_What you will do_
Every line of the following records that includes "image" should be copied.

_Material to process_

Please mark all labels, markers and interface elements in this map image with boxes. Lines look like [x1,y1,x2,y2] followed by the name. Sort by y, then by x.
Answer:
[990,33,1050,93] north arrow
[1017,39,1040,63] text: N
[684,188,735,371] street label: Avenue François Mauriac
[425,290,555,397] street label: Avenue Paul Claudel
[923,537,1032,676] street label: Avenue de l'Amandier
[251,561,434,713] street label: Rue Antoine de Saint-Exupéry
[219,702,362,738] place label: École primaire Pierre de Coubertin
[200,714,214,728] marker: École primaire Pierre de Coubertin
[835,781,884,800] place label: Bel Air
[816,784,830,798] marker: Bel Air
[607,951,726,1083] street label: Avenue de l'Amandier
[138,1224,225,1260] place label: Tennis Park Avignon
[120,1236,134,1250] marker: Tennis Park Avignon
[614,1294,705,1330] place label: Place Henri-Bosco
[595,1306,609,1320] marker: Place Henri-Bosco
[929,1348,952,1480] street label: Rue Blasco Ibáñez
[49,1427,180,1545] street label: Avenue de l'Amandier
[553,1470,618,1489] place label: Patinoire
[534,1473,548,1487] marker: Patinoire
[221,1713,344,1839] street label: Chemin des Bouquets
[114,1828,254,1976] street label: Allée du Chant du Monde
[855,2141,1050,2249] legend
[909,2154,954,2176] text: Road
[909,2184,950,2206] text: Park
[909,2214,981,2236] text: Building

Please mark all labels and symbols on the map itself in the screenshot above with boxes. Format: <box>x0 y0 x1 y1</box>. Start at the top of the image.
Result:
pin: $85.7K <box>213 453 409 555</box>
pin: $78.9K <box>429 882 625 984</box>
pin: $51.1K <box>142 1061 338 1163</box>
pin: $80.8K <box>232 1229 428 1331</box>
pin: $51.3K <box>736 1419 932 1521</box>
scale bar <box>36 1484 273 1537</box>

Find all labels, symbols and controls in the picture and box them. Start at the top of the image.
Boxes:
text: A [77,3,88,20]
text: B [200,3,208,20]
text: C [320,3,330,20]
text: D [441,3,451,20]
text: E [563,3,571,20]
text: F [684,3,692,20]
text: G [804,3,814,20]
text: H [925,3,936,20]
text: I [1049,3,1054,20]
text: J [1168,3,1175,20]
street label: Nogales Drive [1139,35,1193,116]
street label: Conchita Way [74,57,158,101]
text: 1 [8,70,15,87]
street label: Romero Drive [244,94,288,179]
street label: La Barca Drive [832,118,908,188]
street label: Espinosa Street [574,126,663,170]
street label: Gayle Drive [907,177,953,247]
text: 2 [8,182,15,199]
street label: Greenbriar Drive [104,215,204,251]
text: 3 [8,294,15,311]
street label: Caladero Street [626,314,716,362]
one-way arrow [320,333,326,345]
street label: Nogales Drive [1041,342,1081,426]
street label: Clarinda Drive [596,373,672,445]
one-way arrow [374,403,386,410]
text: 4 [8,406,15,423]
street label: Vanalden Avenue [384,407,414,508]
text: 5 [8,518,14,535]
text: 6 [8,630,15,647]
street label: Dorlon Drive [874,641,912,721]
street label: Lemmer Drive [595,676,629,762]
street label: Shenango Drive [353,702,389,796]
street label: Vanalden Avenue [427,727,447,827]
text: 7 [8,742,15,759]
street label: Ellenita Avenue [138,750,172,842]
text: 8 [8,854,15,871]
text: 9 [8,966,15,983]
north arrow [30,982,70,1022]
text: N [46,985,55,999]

_Exercise solution_
Please mark all labels, markers and interface elements in this map image with boxes. Lines look like [x1,y1,x2,y2] followed by the name. Sort by y, then by x.
Please mark all labels and symbols on the map itself in the screenshot above with boxes. Format: <box>x0 y0 x1 y1</box>. Start at the top of the image.
Find all labels, symbols and controls in the picture and box them. Start at the top of the image.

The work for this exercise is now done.